The Thermo-Qiagen saga comes to an end
Qiagen is one of the few medtechs to do well out of the Covid-19 pandemic. From Thermo Fisher’s point of view it has done too well.
Up for sale, not up for sale, selling to the obvious buyer, demanding more money, getting it, then then pulling out of the deal anyway – you can’t fault Qiagen for entertainment. The drama’s latest twist, in which the diagnostics group told its putative buyer Thermo Fisher Scientific thanks but no thanks, comes as a result of Covid-19.
This will not be the only deal stymied by the pandemic. But in this case it is not because a company has been badly affected, but because it has done too well. Qiagen’s Covid-19 tests have been leaping off the shelves, and consequently a majority of its shareholders no longer believe that the $12.5bn Thermo Fisher has agreed to pay represents fair value.
The deal was initially arranged in early March, before the Covid-19 outbreak had become a pandemic and no lockdowns had yet occurred outside Asia, and valued Qiagen at $11.5bn. At the time the Dutch group was in trouble, having haemorrhaged sales, canned its outdated sequencing technology and seen its chief executive of 27 years walk away (Storm-tossed Qiagen plots a course to higher growth, October 8, 2019).

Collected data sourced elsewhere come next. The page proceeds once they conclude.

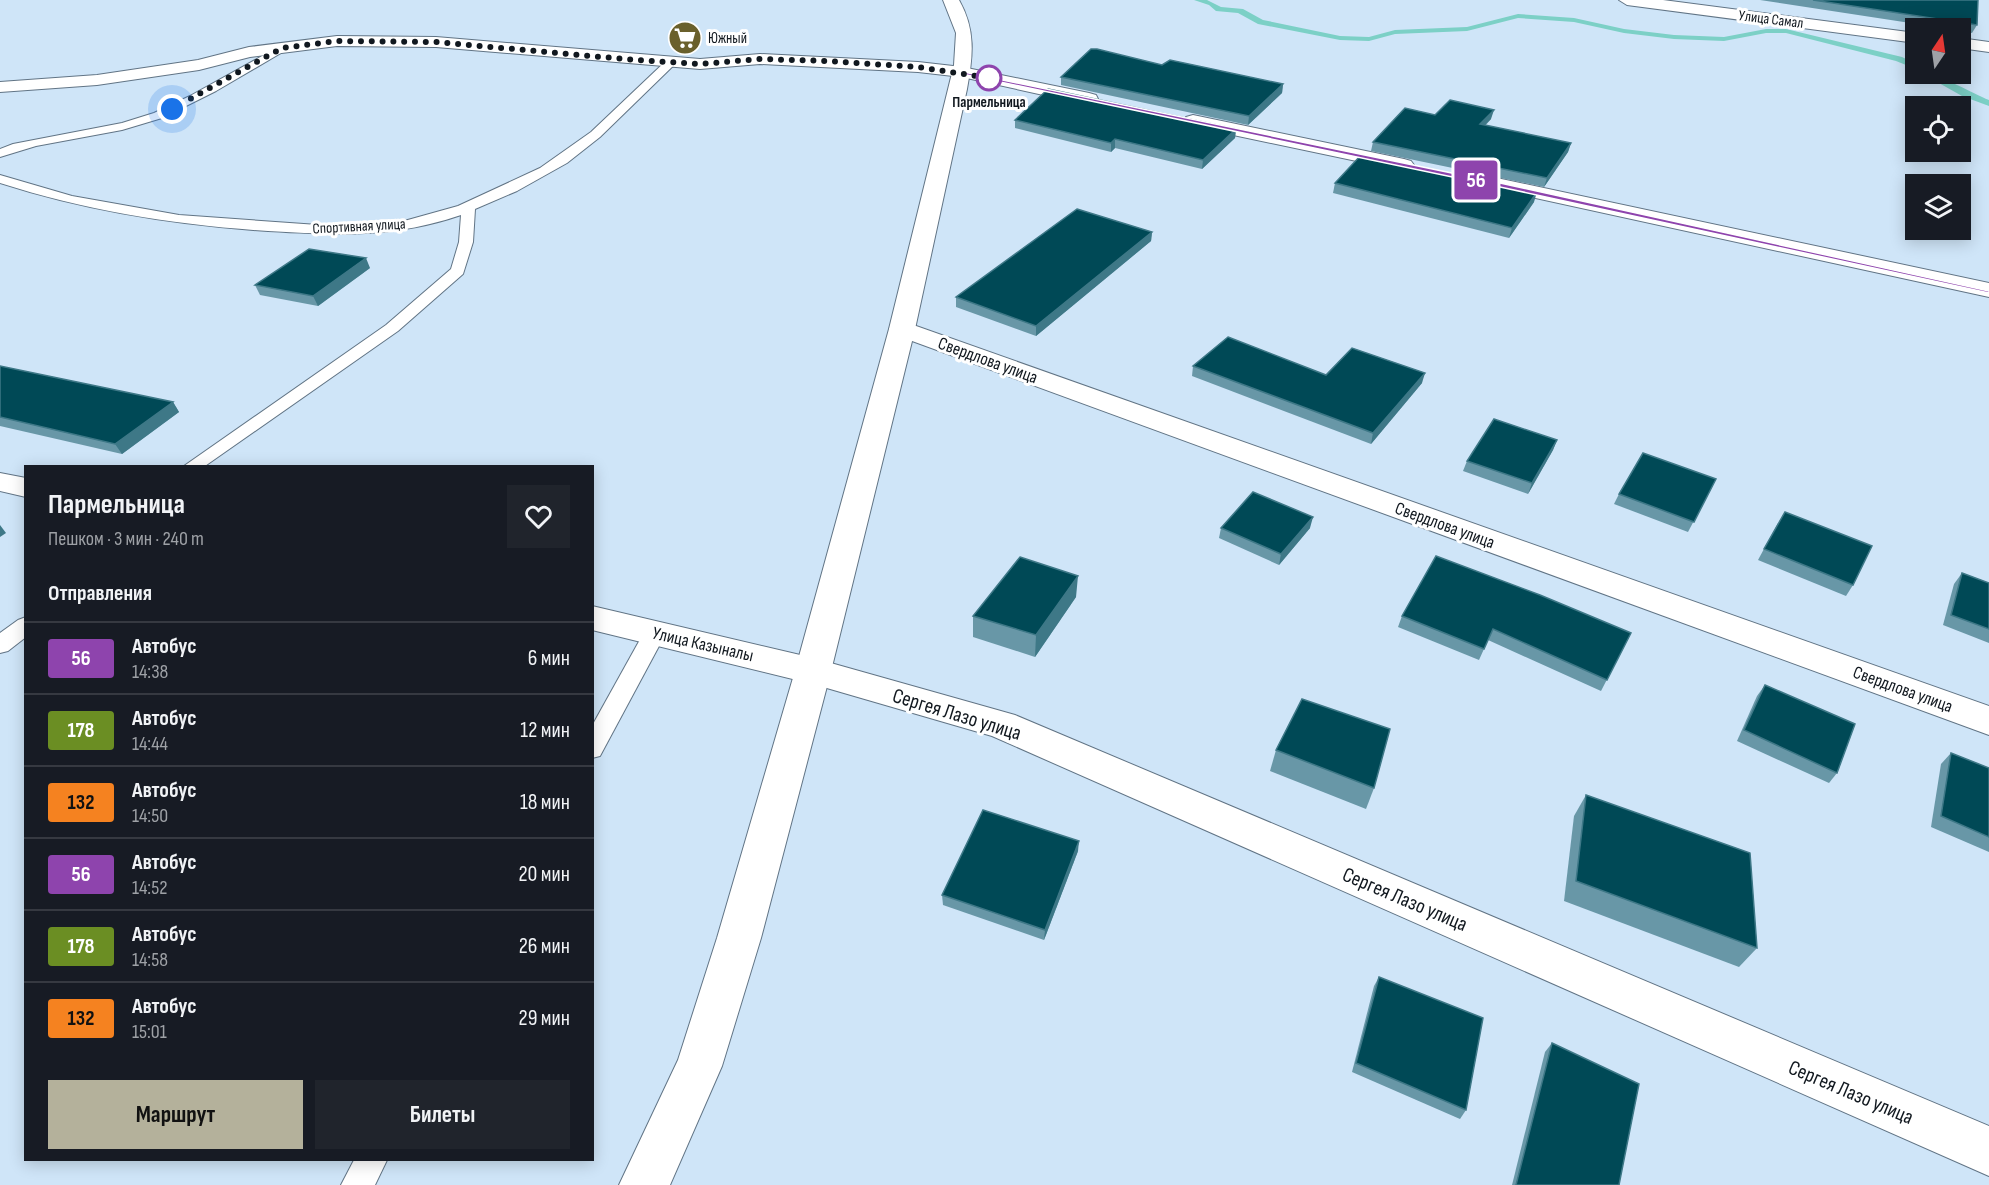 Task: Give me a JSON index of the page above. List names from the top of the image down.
{
  "streets": {
    "street": [
      "Улица Самал",
      "Свердлова улица",
      "Улица Казыналы",
      "Сергея Лазо улица"
    ],
    "lane": ["Спортивная улица"]
  },
  "crossings": [
    ["Улица Казыналы", "Сергея Лазо улица"]
  ],
  "places": {
    "supermarket": ["Южный"],
    "other": ["Пармельница"]
  },
  "lines": ["bus line 56"],
  "north": "top",
  "page": {
    "on_map": "56",
    "heading": [
      ["Пармельница", "Пешком · 3 мин · 240 m"],
      "Отправления"
    ],
    "list": [
      {
        "mark": "56",
        "name": "Автобус",
        "note": "14:38",
        "value": "6 мин"
      },
      {
        "mark": "178",
        "name": "Автобус",
        "note": "14:44",
        "value": "12 мин"
      },
      {
        "mark": "132",
        "name": "Автобус",
        "note": "14:50",
        "value": "18 мин"
      },
      {
        "mark": "56",
        "name": "Автобус",
        "note": "14:52",
        "value": "20 мин"
      },
      {
        "mark": "178",
        "name": "Автобус",
        "note": "14:58",
        "value": "26 мин"
      },
      {
        "mark": "132",
        "name": "Автобус",
        "note": "15:01",
        "value": "29 мин"
      }
    ],
    "buttons": ["Маршрут", "Билеты"]
  }
}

Its fortunes reversed spectacularly with Covid-19. Qiagen's molecular test for the virus was authorised by the US FDA at the end of March, and the group also makes the RNA extraction kits and other reagents used in Covid-19 assays sold by many other organisations – so many, in fact, that there was a shortage in March because Qiagen could not ramp up production fast enough.

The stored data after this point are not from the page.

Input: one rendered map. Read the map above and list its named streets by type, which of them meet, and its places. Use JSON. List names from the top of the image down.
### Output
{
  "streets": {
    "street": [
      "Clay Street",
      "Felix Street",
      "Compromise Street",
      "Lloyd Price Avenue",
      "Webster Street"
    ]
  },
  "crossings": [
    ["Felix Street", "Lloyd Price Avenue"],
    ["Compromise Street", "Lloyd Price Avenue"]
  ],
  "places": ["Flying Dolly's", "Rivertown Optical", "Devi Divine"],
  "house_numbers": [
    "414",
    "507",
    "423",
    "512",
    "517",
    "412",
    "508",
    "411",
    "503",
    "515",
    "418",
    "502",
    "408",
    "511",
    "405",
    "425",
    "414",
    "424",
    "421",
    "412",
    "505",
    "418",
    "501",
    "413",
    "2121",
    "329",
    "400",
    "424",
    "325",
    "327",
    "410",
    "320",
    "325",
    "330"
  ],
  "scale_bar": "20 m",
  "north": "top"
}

The group’s first-quarter revenue climbed 9%, much higher than guidance. By the second quarter sales were up 18% higher. Naturally Qiagen insisted that Thermo Fisher’s €39 ($46)-per-share offer was inadequate, and in mid-July Thermo duly raised this to €43, adding nearly $1bn to the purchase price.
Not good enough was the verdict of the hedge fund Davidson Kempner, which has an 8% stake in Qiagen. This argument clearly resonated with the wider shareholder base: only 47% of them tendered their shares, falling short of the two-thirds threshold needed to get the deal done.
A neu deal
So what now? In the immediate future Qiagen will make a $95m payment to Thermo Fisher; this was part of the revised deal’s terms, along with a lowering of the minimum number shareholders whose consent was required from 75% to 66.7%.
Beyond that, Qiagen has definite ideas about growth, and is acquiring the 80% of the private group Neumodx it does not already own for $234m. Neumodx specialises in molecular tests for infectious diseases; its Covid-19 assay received US authorisation on the same day as Qiagen’s.
Qiagen is also moving forward with other kinds of coronavirus tests; an antibody and an antigen assay are both in development and expected to be launched by the year end.
Longer term, Qiagen’s leadership will have to consider its future. The board continued to recommend the deal even as major investors railed against it, and that stance has now been shown to be out of step with most shareholders.
As for the other party in the case, Thermo Fisher might well start looking for a different company to buy – ideally one with more tractable shareholders.